Reading proficiency in Flint down to a startling 10% years after water crisis began
According to a report by the Detroit Free Press, the reading proficiency of the third-grade children in Flint has dropped from 41.8% in 2013 to 10.7% in 2017. Flint School board vice president Harold Woodson says that the literacy crisis in the Flint community did not begin with the water crisis in 2013, and will not be adequately addressed unless the state of Michigan begins to seriously reckon with how poverty ravages not only Flint but many other areas of the state.
“We’re in crisis mode,” Woodson says. “We were able to put a nurse in all of our elementary buildings and we’re investing more in looking at the behavior of the children… But the impact from the lead might not manifest itself for another year or two.”
Statewide, Michigan’s reading proficiency has fallen from 70% in 2015 to 44% in 2017, which indicates that there are places besides Flint which have massive reading proficiency issues. Detroit is one such area, and following their own lead crisis their reading proficiency dropping from 11.9% in 2015 to 9.9% in 2017. This is a much smaller percentage drop than Flint, but just as concerning.

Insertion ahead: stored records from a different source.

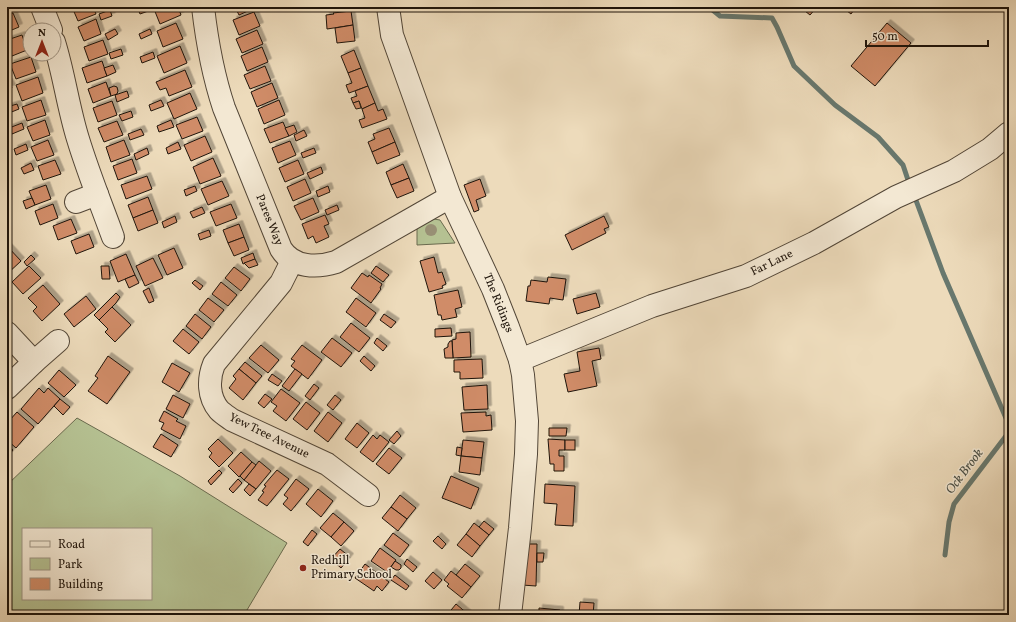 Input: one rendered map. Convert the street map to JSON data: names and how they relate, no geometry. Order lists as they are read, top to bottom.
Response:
{
  "streets": {
    "street": [
      "Pares Way",
      "Far Lane",
      "The Ridings",
      "Yew Tree Avenue"
    ]
  },
  "crossings": [
    ["Pares Way", "Yew Tree Avenue"],
    ["Far Lane", "The Ridings"]
  ],
  "water": ["Ock Brook"],
  "places": ["Redhill Primary School"],
  "legend": ["Road", "Park", "Building"],
  "scale_bar": "50 m",
  "north": "top"
}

Michigan’s Superintendent of Education Brian Whiston says that some of the drop is due to a higher standard on its state tests and curriculum requirements, but that the higher standards fail to explain all of what happened to the rate in Flint.
The state of Michigan has not implemented any kind of monitoring program to ensure all students who live in Flint are being looked at to ensure they do not have any developmental issues. It has created a public-private effort which is being funded by Flint’s community foundation and is being aided by Mott Community College, but this program is only going to affect children five years of age and younger.
There is a newly created registry which is attempting to keep up with and track damages to the children who were poisoned by the water over the last 4 years, but pipe replacements are still incomplete and it is apparent that the state is not doing enough for the welfare of these poor and Black and Brown children.